Most meaningful culinary experience: “Hands down, it would be staging [working as a sous chef for top chefs] in Italy,” Olivas says. “It was like the most terrifying, exciting, eye-opening experience of my life. I basically walked in as a young American skinny aspiring cook who is bottom of the hierarchy just having to learn, be humble, listen and absorb knowledge. Learning the language and appreciating where I was in the moment was the most impactful experience of my life.”
Cooking specialities: Olivas has a few tricks up his sleeves but says “making pasta is my zen.” Name any pasta, from tagliatelle to tortellini, fettuccine to fusilli, and he’s mastered it all.
“Arriving in the morning before everyone gets here and being able to create that experience with myself and the dough sounds a little cheesy, but it really is meditative to make pasta dough and watch somebody eat it afterwards,” he says.
Favourite dish to make: “Cavatelli is a fun pasta to make.

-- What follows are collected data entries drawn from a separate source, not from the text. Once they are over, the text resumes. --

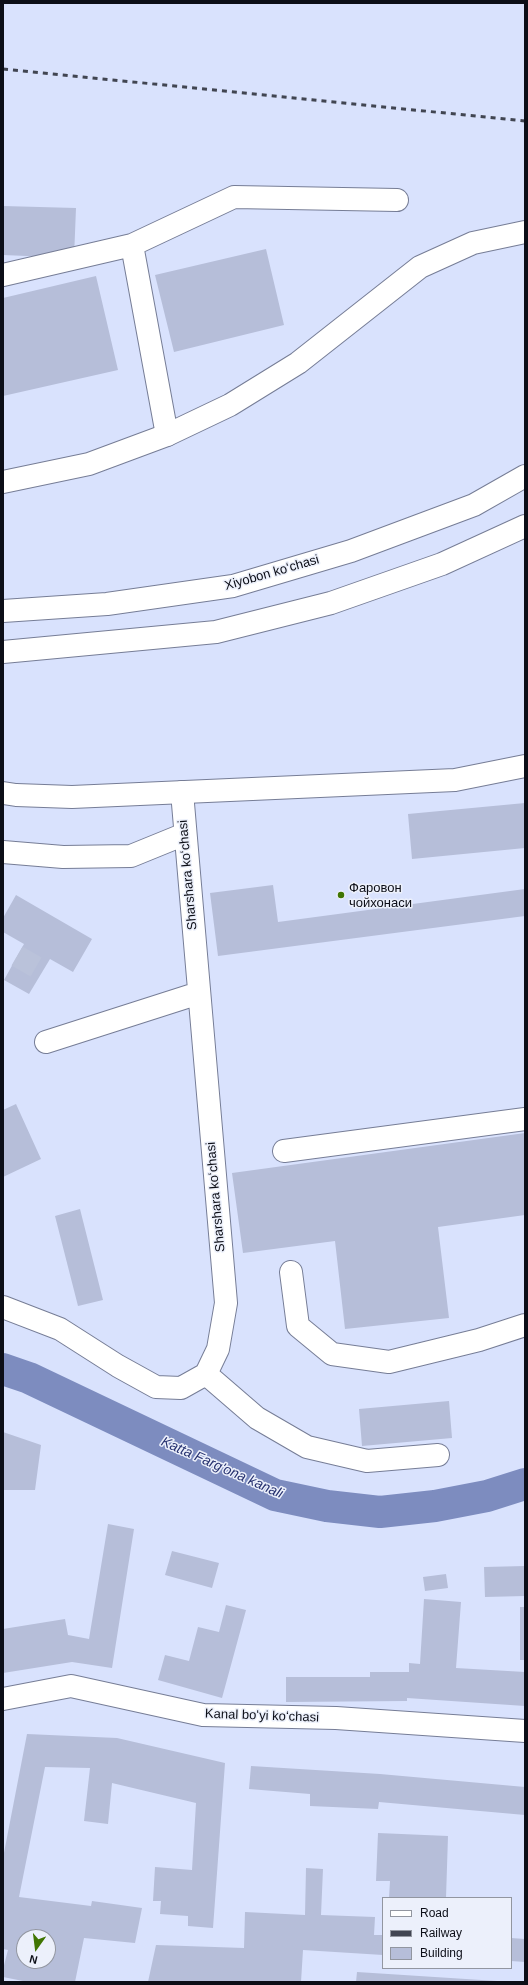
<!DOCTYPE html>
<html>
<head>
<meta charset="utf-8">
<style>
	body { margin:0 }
	#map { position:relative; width:528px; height:1985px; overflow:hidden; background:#d9e2fd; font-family:Helvetica,sans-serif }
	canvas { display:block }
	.frame { position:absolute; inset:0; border:4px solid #0c0e17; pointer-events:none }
	.legend { position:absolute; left:382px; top:1897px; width:130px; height:72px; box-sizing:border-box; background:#ecf0fb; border:1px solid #9296a0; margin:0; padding:5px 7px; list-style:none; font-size:12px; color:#0c0e17 }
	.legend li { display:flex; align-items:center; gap:8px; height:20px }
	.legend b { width:20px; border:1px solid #9296a0 }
	.north { position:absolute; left:16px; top:1929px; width:40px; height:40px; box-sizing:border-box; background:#ecf0fb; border:1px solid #9296a0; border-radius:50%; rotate:194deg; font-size:11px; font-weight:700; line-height:16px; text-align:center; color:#0c0e17 }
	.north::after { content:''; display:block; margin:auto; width:14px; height:18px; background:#407502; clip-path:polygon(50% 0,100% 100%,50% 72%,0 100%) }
</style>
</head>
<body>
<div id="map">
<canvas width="528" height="1985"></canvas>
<div class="frame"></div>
<ul class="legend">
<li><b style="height:5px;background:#fff"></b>Road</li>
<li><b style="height:5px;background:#414552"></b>Railway</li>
<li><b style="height:11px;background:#b6bed9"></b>Building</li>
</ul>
<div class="north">N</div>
</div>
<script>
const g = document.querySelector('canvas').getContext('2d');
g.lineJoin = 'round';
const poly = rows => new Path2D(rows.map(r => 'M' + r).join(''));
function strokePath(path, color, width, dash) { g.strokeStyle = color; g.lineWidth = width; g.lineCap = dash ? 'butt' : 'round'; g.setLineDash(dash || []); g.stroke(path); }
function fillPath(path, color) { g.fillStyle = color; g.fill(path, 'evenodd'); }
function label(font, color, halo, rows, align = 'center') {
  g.font = font + ' Helvetica,sans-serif'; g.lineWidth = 3; g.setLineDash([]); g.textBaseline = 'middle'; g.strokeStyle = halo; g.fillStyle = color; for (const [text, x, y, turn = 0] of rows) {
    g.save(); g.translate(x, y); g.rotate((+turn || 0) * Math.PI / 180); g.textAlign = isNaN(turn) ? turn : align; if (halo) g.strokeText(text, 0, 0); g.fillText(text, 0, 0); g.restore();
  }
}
strokePath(poly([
	[3,1369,29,1378,275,1495,327,1506,380,1512,435,1506,487,1496,525,1484]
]), '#7d8cbf', 32);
fillPath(poly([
	[3,206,76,208,74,258,3,255],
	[266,249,284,325,174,352,155,275],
	[96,276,118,370,3,396,3,298],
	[525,803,525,848,412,859,408,814],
	[273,885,278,922,525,889,525,916,218,956,210,893],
	[16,895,92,939,73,972,50,959,29,994,4,980,24,944,3,932,3,918],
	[16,1104,41,1159,3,1177,3,1110],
	[525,1133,525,1215,438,1227,449,1318,345,1329,335,1241,243,1253,232,1173],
	[80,1209,103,1300,78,1306,55,1216],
	[449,1401,452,1438,362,1446,359,1409],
	[3,1432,41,1445,35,1490,3,1490],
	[108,1524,134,1529,112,1668,72,1662,3,1673,3,1629,65,1619,68,1635,89,1639],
	[172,1551,219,1563,212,1588,165,1575],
	[525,1566,525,1596,485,1597,484,1567],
	[446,1574,448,1588,425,1591,423,1577],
	[424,1599,461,1602,456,1668,525,1672,525,1706,407,1698,407,1701,286,1702,286,1677,370,1677,370,1672,409,1672,409,1663,420,1664],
	[226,1605,246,1610,222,1698,158,1680,165,1655,189,1661,198,1627,219,1632],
	[520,1607,525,1607,525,1660,520,1660],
	[27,1734,117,1738,225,1763,213,1928,188,1926,188,1916,160,1914,161,1901,153,1901,155,1867,192,1870,196,1803,112,1783,108,1824,84,1821,90,1768,45,1767,19,1897,91,1906,92,1901,142,1908,135,1943,84,1938,75,1982,28,1982,3,1977,3,1969,8,1950,3,1949,3,1858],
	[24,1937,48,1937,48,1961,24,1961],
	[251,1766,380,1774,525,1787,525,1815,379,1802,378,1809,310,1806,310,1794,249,1789],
	[378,1833,448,1836,446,1898,389,1898,390,1881,376,1881],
	[306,1868,323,1869,321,1915,375,1917,374,1935,383,1935,383,1955,303,1950,301,1982,148,1982,156,1945,244,1948,245,1912,305,1915],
	[511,1938,525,1939,525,1962,511,1961],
	[357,1972,497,1981,496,1982,356,1982]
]), '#b6bed9');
strokePath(poly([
	[17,956,43,971]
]), '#bac2da', 22, [22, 11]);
const minor = poly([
	[3,275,132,245],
	[167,435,132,245,234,197,397,200],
	[3,852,63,857,131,856,185,834],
	[46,1042,199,993],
	[284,1151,525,1119],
	[291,1272,298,1326,332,1354,389,1362,479,1340,525,1325],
	[3,1307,60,1329,118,1366,156,1387,181,1388,206,1374,218,1349,226,1303,182,792],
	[206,1374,257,1418,307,1447,367,1461,438,1455],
	[3,1699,71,1686,203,1715,336,1718,525,1731]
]);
const major = poly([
	[3,482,89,464,167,435,230,405,298,363,420,267,473,243,525,232],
	[3,611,107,604,233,586,351,551,474,505,525,476],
	[3,652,216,632,331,603,442,564,525,526],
	[3,793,16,795,72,797,455,780,525,766]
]);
strokePath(minor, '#767d96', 24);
strokePath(major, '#767d96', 24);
strokePath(minor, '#fff', 22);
strokePath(major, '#fff', 22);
strokePath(poly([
	[3,69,525,121]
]), '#414552', 3, [5, 5]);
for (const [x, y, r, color] of [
	[341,895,4,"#407502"]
]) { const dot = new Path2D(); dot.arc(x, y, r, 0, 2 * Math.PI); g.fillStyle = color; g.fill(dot); strokePath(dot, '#ecf0fb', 1.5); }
label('13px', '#0c0e17', '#ecf0fb', [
	["Xiyobon koʻchasi",272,573,-16],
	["Sharshara koʻchasi",188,875,-95],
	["Sharshara koʻchasi",216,1197,-95],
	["Kanal boʻyi koʻchasi",262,1716,2]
]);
label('13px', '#0c0e17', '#ecf0fb', [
	["Фаровон",349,888],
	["чойхонаси",349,903]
], 'left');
label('italic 14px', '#273270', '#ecf0fb', [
	["Katta Farg'ona kanali",222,1468,24]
]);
</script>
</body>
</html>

It’s versatile and doesn’t get enough attention. I personally love [Il Teatro’s homemade cavatelli dish] because it’s a crab on crab, and it’s my dish,” says Olivas.
Olivas creates this signature dish, which he added to the menu in 2017, using spanner and dungeness crab meat mixed with a special sauce made from crustacean stock, mint, basil, tomatoes, garlic, lemon, chilli and butter. “I was able to put my touch on it with my seafood and pasta knowledge and combine it all into one dish. It’s amazing!”
Parting advice: “You know this life [being a chef] is not for everybody,” he says. “If you’re an aspiring chef, browsing cookbooks, old recipes and social media nowadays is a great tool. But definitely, listen and be willing to learn. I’m still learning and learning every day because as soon as you stop, you’re lost.”